Once Saunders became more visible to more of us, we’d want to read a book that ventures into the consciousness of a different species (novels tend to be about human beings), that maps the differences and the overlaps in human and animal consciousness, explores the effects of language on consciousness and is great fun.
We’d all have read it by now — right?
‘Between the Acts’ (1941) by Virginia Woolf
You could argue that Woolf didn’t have any B-sides, and yet it’s hard to deny that more people have read “Mrs. Dalloway” (1925) and “To the Lighthouse” (1927) than have read “The Voyage Out” (1915) or “Monday or Tuesday” (1921). Those, along with “Orlando” (1928) and “The Waves” (1931), are Woolf’s most prominent novels.
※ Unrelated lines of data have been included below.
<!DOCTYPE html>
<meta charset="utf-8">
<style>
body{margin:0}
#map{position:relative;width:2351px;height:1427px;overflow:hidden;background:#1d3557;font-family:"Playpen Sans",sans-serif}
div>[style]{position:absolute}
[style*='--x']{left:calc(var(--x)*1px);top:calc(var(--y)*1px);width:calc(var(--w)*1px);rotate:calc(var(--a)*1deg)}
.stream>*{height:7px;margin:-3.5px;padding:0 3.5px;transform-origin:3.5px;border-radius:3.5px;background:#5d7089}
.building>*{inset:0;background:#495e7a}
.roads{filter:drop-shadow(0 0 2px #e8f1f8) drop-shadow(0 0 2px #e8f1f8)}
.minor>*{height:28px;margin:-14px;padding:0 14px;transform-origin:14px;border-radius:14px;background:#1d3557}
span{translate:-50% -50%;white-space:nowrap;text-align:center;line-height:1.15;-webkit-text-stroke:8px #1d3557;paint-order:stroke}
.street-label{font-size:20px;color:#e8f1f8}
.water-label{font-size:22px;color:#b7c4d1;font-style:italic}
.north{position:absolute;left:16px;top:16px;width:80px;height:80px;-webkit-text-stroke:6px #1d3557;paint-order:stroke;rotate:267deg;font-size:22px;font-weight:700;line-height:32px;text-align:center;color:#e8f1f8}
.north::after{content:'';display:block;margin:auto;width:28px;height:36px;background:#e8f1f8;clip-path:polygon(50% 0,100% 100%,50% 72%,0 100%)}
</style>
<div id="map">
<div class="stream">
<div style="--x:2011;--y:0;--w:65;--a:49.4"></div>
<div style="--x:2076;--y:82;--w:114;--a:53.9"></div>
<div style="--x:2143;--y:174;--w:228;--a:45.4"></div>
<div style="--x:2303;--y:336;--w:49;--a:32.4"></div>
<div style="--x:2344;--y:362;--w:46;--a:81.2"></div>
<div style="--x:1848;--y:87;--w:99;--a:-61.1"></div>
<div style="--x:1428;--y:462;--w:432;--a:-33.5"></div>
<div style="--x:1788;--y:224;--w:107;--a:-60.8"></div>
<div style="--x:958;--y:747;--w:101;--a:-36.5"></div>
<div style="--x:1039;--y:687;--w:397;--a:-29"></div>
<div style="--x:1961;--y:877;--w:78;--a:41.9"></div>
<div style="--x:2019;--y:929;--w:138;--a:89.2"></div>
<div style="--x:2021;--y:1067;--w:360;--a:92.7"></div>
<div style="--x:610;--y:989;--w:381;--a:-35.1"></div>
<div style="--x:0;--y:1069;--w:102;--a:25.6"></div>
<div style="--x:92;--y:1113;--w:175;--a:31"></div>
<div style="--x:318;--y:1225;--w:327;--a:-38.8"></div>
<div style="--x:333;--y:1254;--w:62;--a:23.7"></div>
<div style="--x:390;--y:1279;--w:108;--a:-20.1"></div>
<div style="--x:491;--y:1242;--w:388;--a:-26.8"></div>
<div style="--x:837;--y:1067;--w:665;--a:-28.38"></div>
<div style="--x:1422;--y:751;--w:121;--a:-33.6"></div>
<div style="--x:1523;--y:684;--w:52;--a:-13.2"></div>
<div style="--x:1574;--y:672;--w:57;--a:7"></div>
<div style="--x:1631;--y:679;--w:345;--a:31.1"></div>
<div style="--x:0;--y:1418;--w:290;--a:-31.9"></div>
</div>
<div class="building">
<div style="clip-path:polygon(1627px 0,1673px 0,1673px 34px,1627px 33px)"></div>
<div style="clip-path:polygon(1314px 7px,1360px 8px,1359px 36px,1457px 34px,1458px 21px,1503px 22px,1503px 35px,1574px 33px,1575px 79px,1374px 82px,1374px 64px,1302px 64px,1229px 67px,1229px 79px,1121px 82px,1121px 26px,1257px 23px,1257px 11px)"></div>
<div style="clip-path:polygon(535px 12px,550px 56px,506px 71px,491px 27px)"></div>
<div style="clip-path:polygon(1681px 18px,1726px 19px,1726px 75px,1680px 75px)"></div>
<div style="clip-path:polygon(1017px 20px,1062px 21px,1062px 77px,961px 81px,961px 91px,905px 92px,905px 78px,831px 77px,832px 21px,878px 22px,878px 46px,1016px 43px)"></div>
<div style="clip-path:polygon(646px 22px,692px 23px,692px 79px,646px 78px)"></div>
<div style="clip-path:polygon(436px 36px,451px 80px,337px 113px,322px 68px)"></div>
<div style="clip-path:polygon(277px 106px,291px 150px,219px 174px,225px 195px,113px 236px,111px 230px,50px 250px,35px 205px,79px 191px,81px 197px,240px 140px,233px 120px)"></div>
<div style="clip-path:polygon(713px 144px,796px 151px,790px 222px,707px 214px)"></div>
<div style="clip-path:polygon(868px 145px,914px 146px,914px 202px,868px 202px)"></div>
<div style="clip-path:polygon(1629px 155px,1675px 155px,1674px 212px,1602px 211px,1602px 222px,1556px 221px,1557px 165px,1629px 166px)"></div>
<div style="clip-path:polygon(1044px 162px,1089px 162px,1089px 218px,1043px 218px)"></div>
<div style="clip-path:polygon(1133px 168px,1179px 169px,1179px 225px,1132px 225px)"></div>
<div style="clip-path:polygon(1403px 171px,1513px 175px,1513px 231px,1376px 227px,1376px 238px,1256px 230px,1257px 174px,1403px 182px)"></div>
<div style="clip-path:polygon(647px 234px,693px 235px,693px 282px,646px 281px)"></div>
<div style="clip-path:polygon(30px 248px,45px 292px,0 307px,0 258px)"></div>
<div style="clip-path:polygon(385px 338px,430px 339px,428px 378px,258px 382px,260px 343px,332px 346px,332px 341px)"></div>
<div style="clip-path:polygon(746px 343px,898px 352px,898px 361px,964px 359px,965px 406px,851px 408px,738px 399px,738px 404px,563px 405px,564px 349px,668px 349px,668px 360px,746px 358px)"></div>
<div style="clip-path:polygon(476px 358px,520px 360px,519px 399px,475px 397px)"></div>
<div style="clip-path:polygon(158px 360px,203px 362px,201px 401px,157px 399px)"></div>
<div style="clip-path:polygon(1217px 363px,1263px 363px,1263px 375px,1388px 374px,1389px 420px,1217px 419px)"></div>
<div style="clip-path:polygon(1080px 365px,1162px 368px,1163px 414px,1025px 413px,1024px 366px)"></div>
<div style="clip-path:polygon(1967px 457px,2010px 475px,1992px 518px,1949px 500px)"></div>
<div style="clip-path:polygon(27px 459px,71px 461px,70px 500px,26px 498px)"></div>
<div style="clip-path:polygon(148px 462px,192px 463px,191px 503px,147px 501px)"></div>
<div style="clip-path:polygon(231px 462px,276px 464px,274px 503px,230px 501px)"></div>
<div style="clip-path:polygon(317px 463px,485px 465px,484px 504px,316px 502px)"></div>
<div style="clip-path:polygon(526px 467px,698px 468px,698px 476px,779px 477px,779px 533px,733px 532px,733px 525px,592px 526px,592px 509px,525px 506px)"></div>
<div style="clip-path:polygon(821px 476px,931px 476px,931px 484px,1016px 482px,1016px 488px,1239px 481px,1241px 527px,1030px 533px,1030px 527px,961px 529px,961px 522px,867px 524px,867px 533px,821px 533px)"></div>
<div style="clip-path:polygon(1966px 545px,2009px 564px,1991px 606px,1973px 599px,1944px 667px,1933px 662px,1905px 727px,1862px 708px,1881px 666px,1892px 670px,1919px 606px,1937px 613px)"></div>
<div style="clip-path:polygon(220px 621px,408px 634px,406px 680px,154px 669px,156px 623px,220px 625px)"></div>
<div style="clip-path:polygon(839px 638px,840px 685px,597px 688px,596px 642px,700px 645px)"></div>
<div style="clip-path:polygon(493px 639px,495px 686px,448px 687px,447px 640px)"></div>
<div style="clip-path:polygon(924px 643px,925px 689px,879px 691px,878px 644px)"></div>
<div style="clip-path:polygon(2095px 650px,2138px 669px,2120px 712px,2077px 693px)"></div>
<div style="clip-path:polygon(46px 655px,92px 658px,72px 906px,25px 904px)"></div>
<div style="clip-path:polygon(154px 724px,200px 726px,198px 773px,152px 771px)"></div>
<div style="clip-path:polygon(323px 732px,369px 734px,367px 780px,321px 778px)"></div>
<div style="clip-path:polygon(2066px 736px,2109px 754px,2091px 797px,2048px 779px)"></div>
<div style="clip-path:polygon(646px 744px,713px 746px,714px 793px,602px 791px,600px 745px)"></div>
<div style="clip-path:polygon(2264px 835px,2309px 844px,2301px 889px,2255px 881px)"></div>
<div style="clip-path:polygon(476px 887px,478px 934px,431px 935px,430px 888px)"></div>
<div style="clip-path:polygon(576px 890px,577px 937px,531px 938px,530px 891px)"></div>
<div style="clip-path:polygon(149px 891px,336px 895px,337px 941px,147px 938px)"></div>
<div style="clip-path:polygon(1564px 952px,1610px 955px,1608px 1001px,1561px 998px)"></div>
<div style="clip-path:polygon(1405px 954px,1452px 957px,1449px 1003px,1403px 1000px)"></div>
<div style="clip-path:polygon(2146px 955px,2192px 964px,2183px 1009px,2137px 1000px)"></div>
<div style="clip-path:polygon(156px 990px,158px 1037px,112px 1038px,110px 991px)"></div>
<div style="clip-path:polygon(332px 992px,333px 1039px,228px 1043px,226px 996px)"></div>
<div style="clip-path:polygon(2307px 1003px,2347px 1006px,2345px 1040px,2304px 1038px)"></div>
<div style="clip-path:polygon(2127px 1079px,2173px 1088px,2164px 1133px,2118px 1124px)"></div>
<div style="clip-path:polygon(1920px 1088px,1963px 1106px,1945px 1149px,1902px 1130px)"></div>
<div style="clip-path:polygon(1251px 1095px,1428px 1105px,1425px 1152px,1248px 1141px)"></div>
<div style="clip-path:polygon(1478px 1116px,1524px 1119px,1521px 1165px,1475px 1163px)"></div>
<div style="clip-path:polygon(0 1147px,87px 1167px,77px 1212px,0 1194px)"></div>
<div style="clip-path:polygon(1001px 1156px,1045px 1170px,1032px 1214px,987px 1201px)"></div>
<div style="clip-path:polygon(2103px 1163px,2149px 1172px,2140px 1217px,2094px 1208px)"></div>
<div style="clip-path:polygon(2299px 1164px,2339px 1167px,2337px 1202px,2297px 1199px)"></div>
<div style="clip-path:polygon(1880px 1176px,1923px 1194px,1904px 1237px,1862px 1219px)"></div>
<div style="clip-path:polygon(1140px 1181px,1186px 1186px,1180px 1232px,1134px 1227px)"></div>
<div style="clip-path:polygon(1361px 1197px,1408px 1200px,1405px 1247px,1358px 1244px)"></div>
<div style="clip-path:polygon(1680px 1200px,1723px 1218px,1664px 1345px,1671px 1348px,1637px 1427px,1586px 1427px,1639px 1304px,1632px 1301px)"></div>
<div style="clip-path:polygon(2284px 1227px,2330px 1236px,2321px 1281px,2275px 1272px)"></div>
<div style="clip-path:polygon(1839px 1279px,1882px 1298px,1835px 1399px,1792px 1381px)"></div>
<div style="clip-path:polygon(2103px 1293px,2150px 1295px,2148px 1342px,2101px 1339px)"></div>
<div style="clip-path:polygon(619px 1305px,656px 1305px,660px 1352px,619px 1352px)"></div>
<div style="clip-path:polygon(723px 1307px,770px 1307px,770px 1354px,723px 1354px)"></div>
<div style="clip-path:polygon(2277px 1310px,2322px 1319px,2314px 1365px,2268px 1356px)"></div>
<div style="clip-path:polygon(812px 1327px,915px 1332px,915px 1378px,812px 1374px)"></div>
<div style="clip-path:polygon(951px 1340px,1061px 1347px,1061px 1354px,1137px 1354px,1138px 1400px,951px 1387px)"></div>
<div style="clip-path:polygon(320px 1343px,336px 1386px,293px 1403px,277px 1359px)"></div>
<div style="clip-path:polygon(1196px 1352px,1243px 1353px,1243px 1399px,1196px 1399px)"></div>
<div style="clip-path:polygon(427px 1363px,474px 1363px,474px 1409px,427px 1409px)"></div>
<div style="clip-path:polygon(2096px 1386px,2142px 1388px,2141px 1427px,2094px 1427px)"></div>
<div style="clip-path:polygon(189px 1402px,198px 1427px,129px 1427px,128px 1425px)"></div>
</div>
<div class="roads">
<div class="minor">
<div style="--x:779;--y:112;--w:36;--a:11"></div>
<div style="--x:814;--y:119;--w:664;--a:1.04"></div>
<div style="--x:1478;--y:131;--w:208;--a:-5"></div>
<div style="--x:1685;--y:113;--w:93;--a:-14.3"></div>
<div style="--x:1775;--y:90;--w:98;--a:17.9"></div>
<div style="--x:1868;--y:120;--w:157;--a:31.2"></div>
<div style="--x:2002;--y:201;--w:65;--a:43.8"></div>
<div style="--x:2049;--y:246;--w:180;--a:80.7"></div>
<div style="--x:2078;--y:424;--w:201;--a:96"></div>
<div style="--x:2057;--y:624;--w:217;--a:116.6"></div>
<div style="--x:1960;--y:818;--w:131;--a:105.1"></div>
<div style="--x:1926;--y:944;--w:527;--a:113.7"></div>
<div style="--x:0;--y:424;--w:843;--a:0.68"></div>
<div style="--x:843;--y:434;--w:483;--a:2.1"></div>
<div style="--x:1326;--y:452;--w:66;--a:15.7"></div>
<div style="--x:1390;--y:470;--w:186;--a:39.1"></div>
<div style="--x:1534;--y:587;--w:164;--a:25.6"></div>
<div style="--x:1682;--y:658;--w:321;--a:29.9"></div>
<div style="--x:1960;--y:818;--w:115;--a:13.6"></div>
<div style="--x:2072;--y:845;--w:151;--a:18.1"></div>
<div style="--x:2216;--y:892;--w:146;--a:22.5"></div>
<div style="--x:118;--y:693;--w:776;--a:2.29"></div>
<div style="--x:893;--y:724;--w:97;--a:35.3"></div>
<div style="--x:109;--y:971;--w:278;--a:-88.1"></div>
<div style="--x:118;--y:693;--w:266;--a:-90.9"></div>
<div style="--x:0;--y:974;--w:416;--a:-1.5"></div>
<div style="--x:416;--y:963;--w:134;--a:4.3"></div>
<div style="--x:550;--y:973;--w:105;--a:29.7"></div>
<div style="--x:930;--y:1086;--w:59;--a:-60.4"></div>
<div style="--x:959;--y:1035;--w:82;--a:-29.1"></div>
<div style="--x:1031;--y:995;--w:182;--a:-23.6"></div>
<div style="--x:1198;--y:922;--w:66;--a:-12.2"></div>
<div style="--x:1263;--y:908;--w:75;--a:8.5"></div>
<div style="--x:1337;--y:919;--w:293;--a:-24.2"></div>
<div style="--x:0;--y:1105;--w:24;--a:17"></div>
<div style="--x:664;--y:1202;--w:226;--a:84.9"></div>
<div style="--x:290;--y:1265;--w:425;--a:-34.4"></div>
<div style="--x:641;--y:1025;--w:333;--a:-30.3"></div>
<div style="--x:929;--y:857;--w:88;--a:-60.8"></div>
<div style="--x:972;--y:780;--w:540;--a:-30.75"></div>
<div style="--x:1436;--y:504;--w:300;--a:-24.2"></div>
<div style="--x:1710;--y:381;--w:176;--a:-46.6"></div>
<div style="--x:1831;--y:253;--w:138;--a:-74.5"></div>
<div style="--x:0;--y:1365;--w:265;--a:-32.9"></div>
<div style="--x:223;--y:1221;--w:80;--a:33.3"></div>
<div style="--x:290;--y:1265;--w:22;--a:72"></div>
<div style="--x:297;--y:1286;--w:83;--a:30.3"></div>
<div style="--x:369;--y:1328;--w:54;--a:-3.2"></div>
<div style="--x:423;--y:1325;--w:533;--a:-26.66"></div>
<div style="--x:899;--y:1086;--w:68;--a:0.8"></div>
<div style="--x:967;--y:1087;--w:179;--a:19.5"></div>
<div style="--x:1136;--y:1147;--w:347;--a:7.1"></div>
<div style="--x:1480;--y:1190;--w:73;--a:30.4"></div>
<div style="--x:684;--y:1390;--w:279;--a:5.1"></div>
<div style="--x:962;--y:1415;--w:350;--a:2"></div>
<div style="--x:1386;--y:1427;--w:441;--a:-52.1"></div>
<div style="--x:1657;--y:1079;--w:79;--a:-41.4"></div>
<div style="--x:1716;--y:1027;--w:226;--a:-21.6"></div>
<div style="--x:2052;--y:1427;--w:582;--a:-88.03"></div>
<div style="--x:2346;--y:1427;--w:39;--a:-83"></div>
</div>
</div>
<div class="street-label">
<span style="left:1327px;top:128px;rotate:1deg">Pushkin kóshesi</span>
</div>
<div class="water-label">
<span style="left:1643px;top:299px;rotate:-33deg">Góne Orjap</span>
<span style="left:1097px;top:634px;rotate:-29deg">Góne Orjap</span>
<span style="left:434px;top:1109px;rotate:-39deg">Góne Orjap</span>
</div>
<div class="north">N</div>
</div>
Four momentous novels is a considerable number for any writer, even a great one. That said, “Between the Acts,” her last novel, really should be considered the fifth of her significant books. The phrase “embarrassment of riches” comes to mind.
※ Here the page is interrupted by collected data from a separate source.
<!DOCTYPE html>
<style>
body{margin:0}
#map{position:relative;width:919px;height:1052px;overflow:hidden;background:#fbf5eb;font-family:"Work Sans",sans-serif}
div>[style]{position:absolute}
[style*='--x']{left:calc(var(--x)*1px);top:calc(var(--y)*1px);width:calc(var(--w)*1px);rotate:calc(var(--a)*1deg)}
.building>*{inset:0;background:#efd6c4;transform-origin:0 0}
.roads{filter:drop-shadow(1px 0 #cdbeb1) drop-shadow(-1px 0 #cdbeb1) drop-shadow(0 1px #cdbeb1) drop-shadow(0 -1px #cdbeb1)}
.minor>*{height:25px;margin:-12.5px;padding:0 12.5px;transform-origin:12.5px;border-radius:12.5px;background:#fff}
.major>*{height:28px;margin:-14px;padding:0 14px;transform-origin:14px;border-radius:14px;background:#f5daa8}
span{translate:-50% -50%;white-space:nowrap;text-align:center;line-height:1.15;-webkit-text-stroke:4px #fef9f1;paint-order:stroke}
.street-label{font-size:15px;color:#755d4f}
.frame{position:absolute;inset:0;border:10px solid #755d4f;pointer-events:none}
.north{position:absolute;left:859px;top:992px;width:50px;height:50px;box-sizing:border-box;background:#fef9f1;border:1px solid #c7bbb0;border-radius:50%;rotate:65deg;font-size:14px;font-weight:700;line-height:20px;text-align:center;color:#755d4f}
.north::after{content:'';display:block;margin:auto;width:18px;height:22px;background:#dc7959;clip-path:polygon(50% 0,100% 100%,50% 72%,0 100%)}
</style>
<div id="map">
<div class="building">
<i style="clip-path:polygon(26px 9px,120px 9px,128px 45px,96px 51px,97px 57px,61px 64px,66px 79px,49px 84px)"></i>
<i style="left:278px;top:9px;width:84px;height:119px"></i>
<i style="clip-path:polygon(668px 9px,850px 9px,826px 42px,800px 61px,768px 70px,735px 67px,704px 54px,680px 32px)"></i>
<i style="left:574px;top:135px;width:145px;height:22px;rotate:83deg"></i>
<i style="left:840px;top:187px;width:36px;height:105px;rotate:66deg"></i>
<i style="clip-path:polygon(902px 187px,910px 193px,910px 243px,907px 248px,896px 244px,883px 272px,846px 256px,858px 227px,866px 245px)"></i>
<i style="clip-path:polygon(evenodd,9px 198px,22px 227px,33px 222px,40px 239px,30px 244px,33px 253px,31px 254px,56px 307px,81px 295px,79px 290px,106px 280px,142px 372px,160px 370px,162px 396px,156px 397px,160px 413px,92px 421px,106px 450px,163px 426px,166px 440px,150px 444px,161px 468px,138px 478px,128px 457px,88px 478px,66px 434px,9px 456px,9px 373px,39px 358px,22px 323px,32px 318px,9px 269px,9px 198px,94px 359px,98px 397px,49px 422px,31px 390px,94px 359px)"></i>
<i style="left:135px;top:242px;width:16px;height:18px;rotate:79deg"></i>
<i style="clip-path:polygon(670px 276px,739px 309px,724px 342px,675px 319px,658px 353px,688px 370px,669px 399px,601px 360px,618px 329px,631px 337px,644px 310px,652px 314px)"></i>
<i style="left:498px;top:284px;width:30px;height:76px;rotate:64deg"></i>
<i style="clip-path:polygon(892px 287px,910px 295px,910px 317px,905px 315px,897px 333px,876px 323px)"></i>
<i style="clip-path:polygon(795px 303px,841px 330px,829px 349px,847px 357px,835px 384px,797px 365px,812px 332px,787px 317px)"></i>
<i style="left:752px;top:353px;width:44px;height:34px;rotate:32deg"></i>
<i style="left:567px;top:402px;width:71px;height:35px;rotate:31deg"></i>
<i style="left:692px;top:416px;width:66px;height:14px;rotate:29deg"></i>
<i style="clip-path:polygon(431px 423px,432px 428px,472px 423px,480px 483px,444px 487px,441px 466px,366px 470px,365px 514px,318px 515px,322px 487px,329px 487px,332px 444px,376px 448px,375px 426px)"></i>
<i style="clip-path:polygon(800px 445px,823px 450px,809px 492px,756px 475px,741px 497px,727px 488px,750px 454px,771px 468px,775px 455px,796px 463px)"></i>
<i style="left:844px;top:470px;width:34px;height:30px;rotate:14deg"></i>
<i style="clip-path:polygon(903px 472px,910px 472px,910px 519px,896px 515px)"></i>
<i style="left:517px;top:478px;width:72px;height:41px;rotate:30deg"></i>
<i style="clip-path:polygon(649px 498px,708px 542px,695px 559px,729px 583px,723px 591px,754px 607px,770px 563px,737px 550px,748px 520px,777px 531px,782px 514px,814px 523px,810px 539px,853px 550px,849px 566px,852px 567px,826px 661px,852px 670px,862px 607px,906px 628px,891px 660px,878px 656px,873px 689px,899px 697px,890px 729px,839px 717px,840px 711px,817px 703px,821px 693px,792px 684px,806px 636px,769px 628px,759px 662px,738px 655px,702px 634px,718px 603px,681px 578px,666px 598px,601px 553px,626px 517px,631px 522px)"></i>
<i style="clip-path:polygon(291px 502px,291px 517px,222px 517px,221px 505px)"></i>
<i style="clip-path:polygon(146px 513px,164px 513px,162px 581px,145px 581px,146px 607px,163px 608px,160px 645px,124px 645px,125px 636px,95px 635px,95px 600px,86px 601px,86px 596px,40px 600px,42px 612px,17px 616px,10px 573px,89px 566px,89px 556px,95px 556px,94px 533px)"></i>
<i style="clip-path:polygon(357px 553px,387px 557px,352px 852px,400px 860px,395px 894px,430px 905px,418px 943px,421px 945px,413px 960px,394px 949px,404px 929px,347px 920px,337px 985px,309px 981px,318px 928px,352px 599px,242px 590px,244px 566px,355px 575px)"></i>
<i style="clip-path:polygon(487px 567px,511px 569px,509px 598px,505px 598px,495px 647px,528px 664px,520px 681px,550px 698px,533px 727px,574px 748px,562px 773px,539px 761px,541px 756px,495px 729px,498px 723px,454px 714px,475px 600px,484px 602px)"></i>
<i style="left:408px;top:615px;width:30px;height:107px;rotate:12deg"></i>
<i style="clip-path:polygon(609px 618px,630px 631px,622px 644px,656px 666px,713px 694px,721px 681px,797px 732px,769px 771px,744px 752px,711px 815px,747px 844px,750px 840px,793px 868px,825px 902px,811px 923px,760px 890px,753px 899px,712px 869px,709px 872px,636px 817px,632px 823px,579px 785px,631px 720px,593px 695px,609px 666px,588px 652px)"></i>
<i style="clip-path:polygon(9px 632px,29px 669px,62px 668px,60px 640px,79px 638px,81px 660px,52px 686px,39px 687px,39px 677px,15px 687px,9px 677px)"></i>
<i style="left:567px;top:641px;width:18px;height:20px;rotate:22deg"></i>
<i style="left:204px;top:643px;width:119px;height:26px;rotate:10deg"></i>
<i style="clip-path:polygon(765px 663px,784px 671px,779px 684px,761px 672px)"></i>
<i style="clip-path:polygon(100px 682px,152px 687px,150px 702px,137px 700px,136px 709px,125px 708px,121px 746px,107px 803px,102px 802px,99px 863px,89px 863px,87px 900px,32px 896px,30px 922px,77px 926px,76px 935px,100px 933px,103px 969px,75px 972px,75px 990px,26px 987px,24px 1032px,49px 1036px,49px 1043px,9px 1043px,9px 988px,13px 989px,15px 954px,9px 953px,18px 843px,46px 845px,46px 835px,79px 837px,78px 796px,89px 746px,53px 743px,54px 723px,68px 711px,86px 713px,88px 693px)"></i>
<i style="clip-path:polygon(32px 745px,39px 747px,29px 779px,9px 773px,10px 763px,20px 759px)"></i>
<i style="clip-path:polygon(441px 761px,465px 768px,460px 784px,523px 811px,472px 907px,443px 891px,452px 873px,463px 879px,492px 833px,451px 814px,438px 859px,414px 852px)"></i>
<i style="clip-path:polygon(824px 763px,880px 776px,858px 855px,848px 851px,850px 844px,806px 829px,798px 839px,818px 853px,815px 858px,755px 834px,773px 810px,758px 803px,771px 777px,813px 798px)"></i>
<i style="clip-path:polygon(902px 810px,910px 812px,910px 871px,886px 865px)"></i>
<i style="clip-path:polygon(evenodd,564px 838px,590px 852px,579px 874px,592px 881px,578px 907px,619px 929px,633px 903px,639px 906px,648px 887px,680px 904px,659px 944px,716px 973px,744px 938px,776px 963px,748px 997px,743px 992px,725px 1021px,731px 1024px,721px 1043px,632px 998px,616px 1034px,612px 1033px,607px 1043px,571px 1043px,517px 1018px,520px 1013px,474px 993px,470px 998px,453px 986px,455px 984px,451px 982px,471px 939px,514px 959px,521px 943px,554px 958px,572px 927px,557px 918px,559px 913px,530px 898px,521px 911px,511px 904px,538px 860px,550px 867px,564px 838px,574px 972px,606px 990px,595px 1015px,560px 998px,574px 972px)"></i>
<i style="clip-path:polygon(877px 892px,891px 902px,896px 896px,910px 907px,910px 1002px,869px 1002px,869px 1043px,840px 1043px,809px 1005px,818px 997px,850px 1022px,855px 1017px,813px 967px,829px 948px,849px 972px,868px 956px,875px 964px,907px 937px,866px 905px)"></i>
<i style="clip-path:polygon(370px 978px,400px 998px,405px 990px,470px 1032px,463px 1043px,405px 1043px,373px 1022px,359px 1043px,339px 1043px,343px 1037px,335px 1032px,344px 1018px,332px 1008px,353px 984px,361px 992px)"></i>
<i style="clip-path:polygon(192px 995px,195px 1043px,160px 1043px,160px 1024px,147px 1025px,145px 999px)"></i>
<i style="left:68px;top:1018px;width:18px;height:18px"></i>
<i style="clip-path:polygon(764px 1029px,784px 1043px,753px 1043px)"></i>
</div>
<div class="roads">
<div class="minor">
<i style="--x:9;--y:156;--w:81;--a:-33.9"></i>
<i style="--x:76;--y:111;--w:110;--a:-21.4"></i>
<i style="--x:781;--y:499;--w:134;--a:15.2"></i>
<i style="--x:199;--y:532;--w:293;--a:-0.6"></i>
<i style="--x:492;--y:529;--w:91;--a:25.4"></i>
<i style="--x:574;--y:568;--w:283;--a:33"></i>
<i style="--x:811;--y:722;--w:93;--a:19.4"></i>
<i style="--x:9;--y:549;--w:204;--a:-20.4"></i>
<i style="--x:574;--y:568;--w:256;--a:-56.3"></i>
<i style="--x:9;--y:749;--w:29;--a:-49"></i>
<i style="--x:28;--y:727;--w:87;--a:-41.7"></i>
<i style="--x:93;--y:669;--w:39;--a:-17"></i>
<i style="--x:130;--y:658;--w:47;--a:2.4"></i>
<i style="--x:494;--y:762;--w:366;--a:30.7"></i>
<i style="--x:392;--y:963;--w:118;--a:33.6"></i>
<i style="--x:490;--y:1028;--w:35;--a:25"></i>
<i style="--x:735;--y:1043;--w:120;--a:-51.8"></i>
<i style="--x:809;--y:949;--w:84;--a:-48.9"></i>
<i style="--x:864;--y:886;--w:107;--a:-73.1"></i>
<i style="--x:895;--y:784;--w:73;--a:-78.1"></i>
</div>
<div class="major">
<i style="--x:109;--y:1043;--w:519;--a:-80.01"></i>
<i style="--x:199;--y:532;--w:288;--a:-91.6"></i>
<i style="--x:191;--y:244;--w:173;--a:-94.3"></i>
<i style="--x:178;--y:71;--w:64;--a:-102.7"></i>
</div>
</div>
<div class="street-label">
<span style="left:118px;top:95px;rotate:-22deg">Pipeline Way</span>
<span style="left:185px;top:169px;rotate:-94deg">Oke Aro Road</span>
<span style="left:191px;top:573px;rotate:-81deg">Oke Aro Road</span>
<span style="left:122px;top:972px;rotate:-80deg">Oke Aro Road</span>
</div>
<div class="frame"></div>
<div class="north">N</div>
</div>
Five great novels by the same author is a lot for any reader to take on. Our reading time is finite. We won’t live long enough to read all the important books, no matter how old we get to be. I don’t expect many readers to be as devoted to Woolf as are the cohort of us who consider her to have been some sort of dark saint of literature and will snatch up any relic we can find. Fanatics like me will have read “Between the Acts” as well as “The Voyage Out,” “Monday or Tuesday” and “Flush” (1933), the story of Elizabeth Barrett Browning’s cocker spaniel. Speaking for myself, I don’t blame anyone who hasn’t gotten to those.
I merely want to add “Between the Acts” to the A-side, lest anyone who’s either new to Woolf or a tourist in Woolf-landia fail to rank it along with the other four contenders.
As briefly as possible: It focuses on an annual village pageant that attempts to convey all of English history in a single evening. The pageant itself interweaves subtly, brilliantly, with the lives of the villagers playing the parts.
It’s one of Woolf’s most lusciously lyrical novels. And it’s a crash course, of sorts, in her genius for conjuring worlds in which the molehill matters as much as the mountain, never mind their differences in size.
It’s also the most accessible of her greatest books. It could work for some as an entry point, in more or less the way William Faulkner’s “As I Lay Dying” (1930) can be the starter book before you go on to “The Sound and the Fury” (1929) or “Absalom, Absalom!” (1936).
As noted, there’s too much for us to read. We do the best we can.